_EXERCISE DESCRIPTION_:
Scan the material below for the string "Cardinal", and copy every line where it shows up.

_DATA LISTING_:
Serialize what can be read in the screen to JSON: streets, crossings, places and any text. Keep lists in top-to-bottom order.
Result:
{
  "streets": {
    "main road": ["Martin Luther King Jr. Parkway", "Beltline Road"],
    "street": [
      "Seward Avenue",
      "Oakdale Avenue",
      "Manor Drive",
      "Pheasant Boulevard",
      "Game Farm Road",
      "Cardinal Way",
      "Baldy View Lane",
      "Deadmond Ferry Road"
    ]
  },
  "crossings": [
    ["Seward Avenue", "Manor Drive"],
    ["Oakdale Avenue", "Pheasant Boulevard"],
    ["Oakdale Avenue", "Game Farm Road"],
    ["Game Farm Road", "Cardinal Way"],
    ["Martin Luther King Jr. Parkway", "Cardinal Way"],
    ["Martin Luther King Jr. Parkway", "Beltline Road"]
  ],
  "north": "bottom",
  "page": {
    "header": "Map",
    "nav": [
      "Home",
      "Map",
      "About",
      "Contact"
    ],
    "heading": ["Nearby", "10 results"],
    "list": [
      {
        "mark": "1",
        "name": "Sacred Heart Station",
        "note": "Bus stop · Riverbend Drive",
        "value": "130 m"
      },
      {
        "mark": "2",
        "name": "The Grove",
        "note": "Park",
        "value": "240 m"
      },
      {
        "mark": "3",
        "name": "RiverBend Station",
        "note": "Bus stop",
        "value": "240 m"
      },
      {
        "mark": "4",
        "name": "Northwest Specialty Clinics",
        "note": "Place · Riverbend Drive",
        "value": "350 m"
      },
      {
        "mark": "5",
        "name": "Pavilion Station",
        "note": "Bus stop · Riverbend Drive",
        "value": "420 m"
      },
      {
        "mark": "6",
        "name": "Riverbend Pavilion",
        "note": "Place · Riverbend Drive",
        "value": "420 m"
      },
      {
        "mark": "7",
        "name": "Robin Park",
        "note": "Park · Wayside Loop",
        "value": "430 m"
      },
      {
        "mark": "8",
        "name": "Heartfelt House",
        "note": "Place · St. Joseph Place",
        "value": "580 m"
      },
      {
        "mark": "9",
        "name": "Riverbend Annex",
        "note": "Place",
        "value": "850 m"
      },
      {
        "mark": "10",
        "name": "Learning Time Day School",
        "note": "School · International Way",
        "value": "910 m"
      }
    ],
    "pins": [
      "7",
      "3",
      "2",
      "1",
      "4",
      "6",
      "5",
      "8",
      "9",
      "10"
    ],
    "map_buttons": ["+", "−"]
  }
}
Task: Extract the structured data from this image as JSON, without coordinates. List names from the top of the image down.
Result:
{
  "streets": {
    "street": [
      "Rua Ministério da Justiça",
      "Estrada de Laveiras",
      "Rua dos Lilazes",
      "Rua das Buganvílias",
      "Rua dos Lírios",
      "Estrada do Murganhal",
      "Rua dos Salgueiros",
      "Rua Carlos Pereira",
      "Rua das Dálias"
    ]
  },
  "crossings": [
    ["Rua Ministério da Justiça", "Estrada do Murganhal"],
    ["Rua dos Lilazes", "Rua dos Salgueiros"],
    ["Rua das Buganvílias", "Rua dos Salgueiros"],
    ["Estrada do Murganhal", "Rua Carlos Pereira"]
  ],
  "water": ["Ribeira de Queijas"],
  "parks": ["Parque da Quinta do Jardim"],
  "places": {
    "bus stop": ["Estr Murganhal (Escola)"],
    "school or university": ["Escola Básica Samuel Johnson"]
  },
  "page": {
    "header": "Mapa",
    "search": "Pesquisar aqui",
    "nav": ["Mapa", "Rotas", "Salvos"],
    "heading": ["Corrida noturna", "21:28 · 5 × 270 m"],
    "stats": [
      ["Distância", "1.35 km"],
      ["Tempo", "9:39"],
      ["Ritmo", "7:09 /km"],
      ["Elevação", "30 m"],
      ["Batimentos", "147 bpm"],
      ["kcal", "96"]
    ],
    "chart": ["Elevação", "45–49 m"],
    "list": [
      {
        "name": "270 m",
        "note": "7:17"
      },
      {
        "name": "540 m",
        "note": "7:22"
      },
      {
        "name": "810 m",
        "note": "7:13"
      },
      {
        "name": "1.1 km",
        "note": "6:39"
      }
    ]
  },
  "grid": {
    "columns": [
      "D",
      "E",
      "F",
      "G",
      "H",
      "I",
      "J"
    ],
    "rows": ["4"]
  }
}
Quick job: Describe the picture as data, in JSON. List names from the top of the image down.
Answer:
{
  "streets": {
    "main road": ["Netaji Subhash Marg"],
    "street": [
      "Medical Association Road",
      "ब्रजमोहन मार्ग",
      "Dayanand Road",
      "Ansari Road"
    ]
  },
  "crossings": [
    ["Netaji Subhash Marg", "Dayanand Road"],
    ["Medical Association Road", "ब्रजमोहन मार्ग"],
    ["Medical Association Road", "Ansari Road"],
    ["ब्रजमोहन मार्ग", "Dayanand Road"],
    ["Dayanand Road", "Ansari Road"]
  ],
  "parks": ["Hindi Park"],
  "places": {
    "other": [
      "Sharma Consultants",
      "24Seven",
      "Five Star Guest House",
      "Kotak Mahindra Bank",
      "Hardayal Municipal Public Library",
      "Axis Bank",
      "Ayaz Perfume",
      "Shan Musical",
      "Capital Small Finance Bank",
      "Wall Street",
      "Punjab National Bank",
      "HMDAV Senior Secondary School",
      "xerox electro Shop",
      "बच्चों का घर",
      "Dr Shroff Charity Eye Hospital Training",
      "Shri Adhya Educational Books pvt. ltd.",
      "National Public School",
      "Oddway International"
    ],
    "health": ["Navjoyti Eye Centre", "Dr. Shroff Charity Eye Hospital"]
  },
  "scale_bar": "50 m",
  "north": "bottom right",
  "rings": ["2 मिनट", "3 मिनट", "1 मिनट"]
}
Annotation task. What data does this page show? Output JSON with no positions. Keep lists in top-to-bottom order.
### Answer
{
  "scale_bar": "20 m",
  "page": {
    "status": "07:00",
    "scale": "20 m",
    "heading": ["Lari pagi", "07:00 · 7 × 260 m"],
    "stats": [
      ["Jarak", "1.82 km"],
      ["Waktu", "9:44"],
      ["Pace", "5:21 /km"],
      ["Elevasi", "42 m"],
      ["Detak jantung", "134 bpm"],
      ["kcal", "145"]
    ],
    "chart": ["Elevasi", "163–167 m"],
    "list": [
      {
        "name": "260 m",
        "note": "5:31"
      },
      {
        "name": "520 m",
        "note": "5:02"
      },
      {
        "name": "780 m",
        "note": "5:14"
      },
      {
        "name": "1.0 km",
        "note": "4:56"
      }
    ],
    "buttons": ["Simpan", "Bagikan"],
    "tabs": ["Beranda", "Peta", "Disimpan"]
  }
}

_WRITTEN SOLUTION_:
      "Cardinal Way",
    ["Game Farm Road", "Cardinal Way"],
    ["Martin Luther King Jr. Parkway", "Cardinal Way"],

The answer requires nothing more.